I have a background in literacy.....and if a child misses one of the key developmental stages they can be stuck....really....in order to move forward they would have to revisit that stage and work through the neccessary skills to move forward...Yes they may make it to adulthood and be able to FAKE being good readers but the bottom line is that they will be at a disadvantage until they learn those skills..I hope I'm not off on a tangent here but it just helps me think about emotional development...as I'm an educator and I'm very curious about human development....

Now the OW "feels good" like the way it "feels good" to know you are going on a nice vacation....or buying a new lipstick....or knowing your going to have chocolate cake after dinner....In fact I believe it's probably the anticipation of the fantasy with her that is more exciting than the reality....so if an MLCer is having all these complicated emotions about LBS and even missing them it MAY push they MLCer even further into the affair cuz .....listen closely here.....SHE GIVES HIM A SHORT TERM EMOTIONAL ADVANTAGE....She's an object....really....and that's a hard thing to look at as an LBS because it is the reality of a VERY WEAK man, as HB says.   I see in my H something I've always seen in him...He'll get excited about an anticipatory event...Christmas...football season...going to dinner and he'll be all "juiced up"   but then the event comes and goes and I see him hit a low...She is no different....She is a symptom.....A SUCKY STUPID SELFISH ANNOYING NUISANCE Of a symptom but a symptom nonetheless....like a headache...or a big fat TUMOR.....

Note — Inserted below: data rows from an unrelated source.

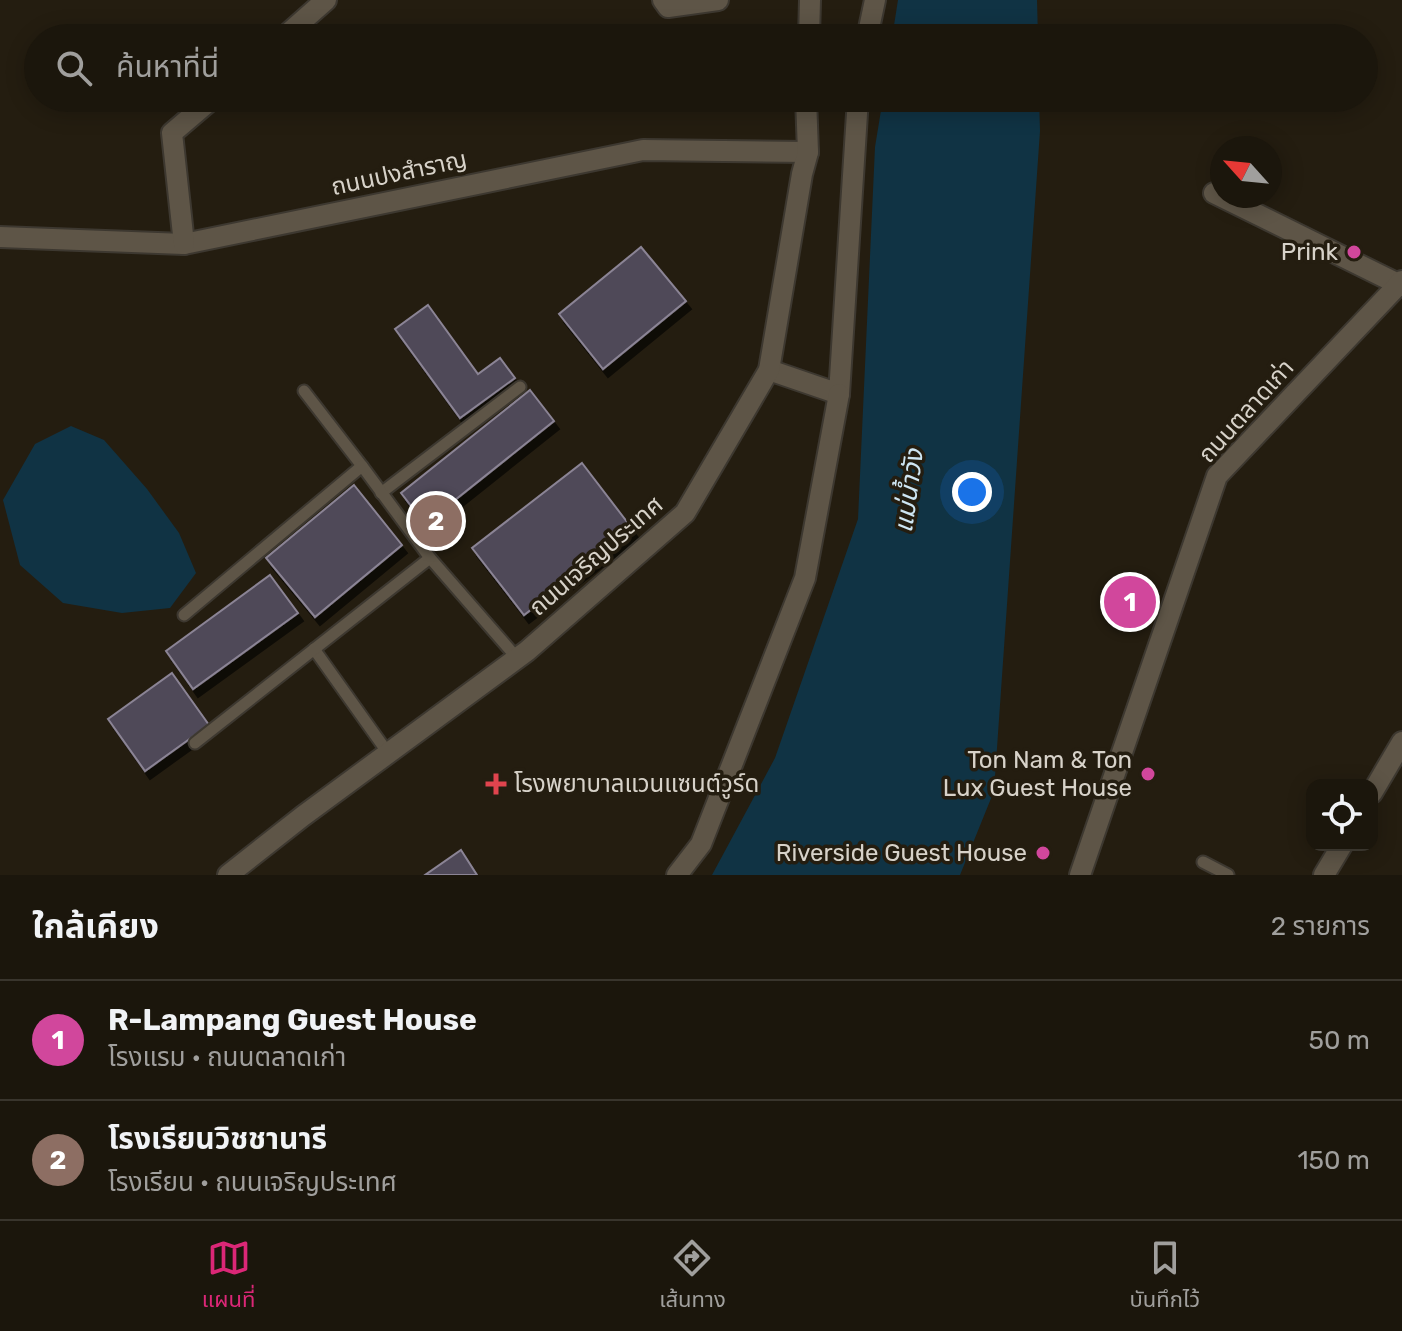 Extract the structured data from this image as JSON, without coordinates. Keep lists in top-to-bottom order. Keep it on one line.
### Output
{"streets":{"street":["ถนนปงสำราญ","ถนนตลาดเก่า","ถนนเจริญประเทศ"]},"crossings":[["ถนนปงสำราญ","ถนนเจริญประเทศ"]],"water":["แม่น้ำวัง"],"places":{"other":["Prink","Ton Nam & Ton Lux Guest House","Riverside Guest House"],"health":["โรงพยาบาลแวนแซนต์วูร์ด"]},"north":"top left","page":{"search":"ค้นหาที่นี่","pins":["2","1"],"heading":["ใกล้เคียง","2 รายการ"],"list":[{"mark":"1","name":"R-Lampang Guest House","note":"โรงแรม · ถนนตลาดเก่า","value":"50 m"},{"mark":"2","name":"โรงเรียนวิชชานารี","note":"โรงเรียน · ถนนเจริญประเทศ","value":"150 m"}],"nav":["แผนที่","เส้นทาง","บันทึกไว้"]}} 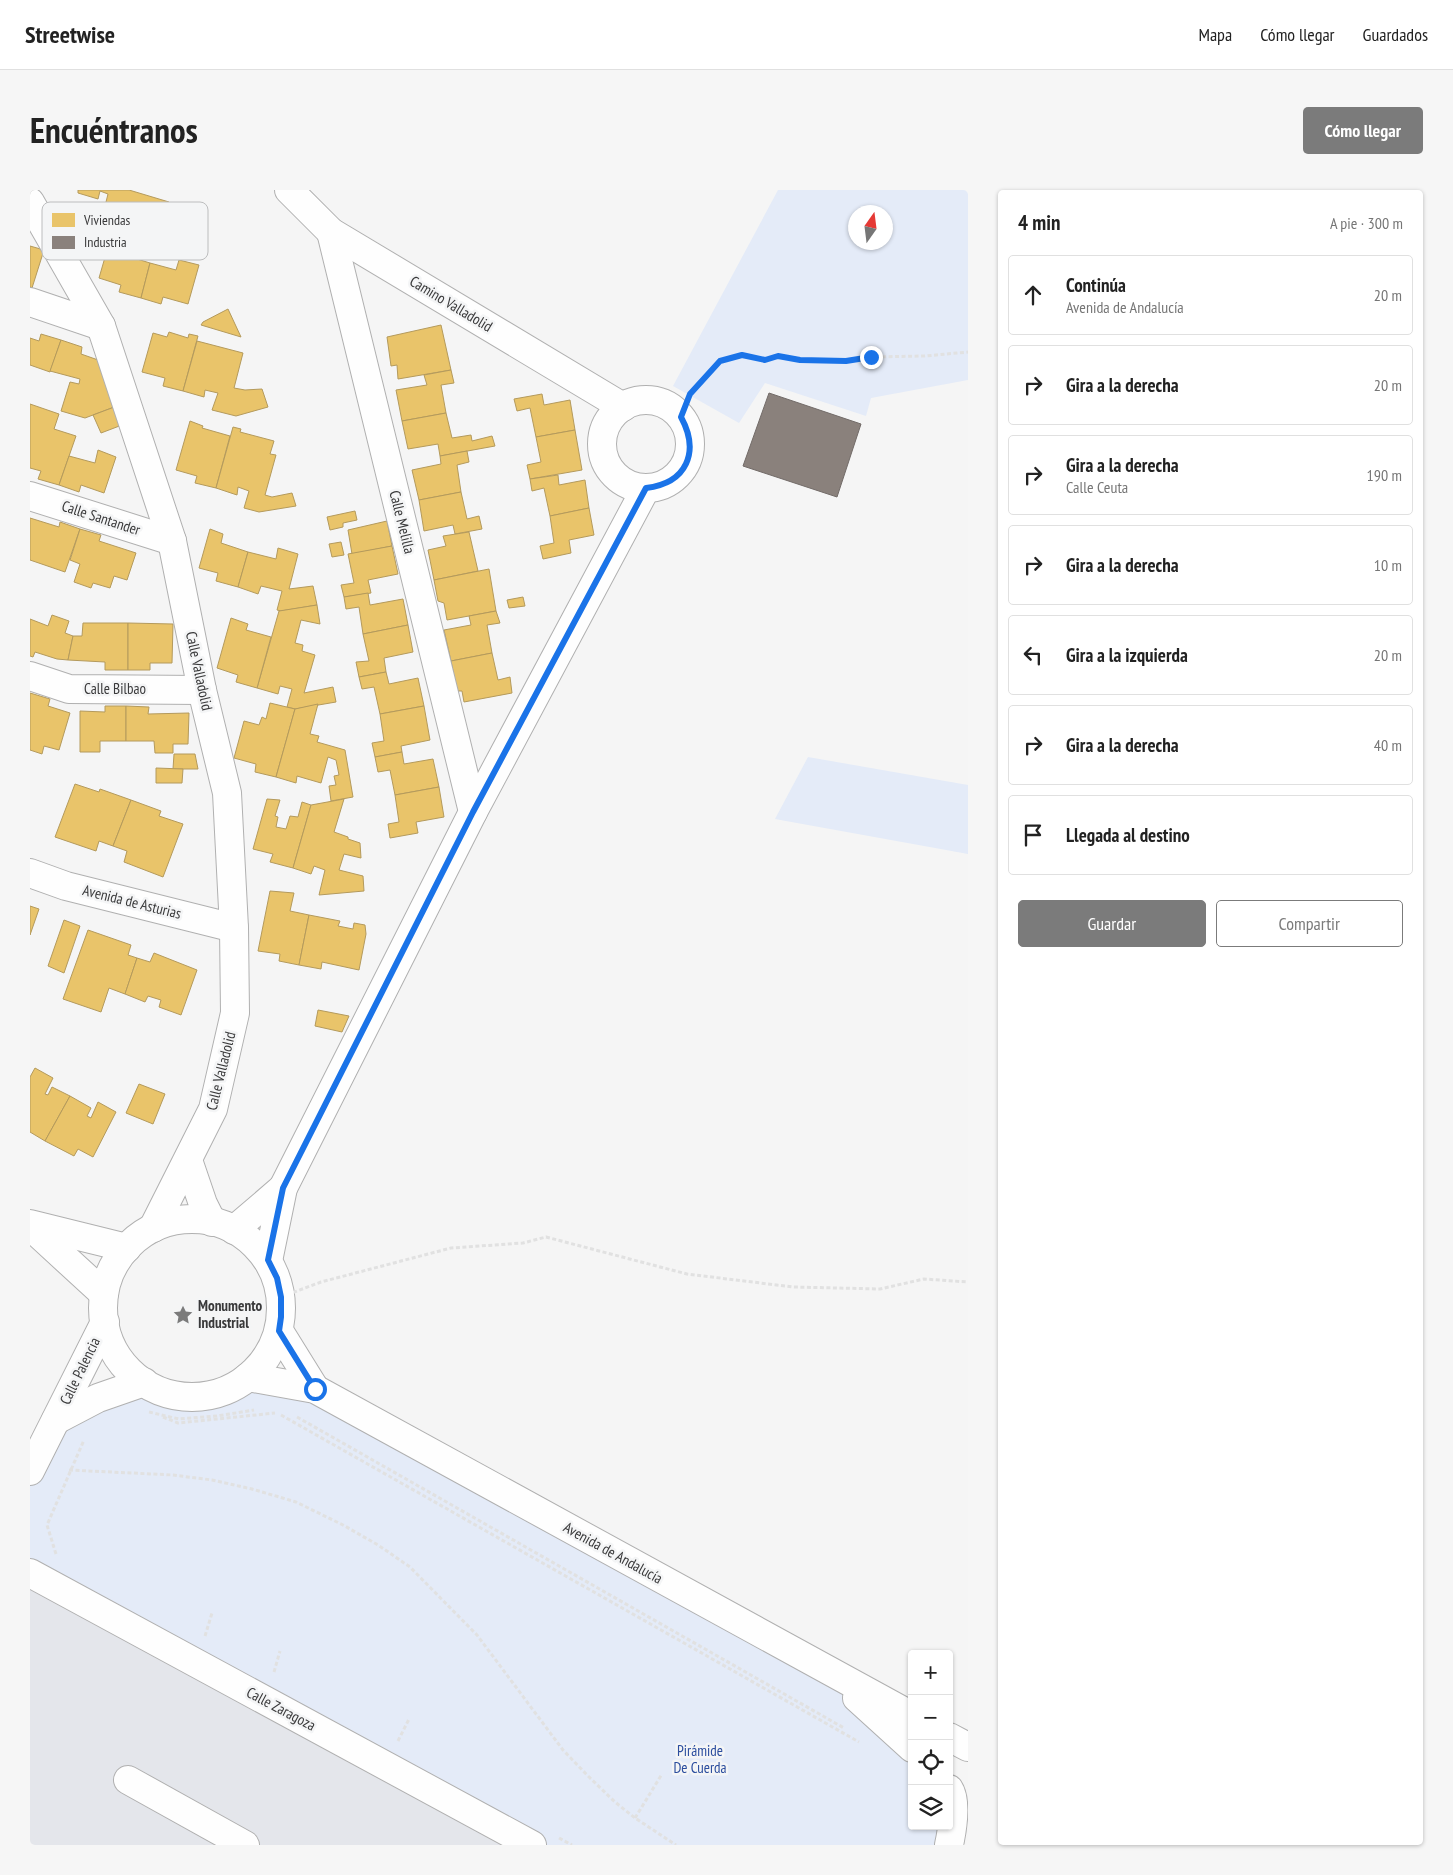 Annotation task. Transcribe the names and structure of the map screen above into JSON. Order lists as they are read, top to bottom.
{
  "streets": {
    "street": [
      "Camino Valladolid",
      "Calle Santander",
      "Calle Melilla",
      "Calle Valladolid",
      "Calle Bilbao",
      "Avenida de Asturias",
      "Calle Palencia",
      "Avenida de Andalucía",
      "Calle Zaragoza"
    ]
  },
  "crossings": [
    ["Camino Valladolid", "Calle Melilla"],
    ["Calle Santander", "Calle Valladolid"],
    ["Calle Valladolid", "Calle Bilbao"],
    ["Calle Valladolid", "Avenida de Asturias"]
  ],
  "parks": ["Pirámide De Cuerda"],
  "places": {
    "place": ["Monumento Industrial"]
  },
  "legend": ["Viviendas", "Industria"],
  "north": "top",
  "page": {
    "header": "Streetwise",
    "nav": ["Mapa", "Cómo llegar", "Guardados"],
    "title": "Encuéntranos",
    "buttons": [
      "Cómo llegar",
      ["Guardar", "Compartir"]
    ],
    "heading": ["4 min", "A pie · 300 m"],
    "list": [
      ["Continúa", "Avenida de Andalucía", "20 m"],
      ["Gira a la derecha", "20 m"],
      ["Gira a la derecha", "Calle Ceuta", "190 m"],
      ["Gira a la derecha", "10 m"],
      ["Gira a la izquierda", "20 m"],
      ["Gira a la derecha", "40 m"],
      "Llegada al destino"
    ],
    "map_buttons": ["+", "−"]
  }
}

This is his MAJOR issues and coping skills coming to roost and he will have to deal with them now....there is no where to run....with a standing spouse...the only other option is DENIAL....so he runs to OW because he's in a panic....really....a panic to feel good.....but life isn't about a consistent sense of feeling good....it's about feeling something the MLCer never quite learned to deal with.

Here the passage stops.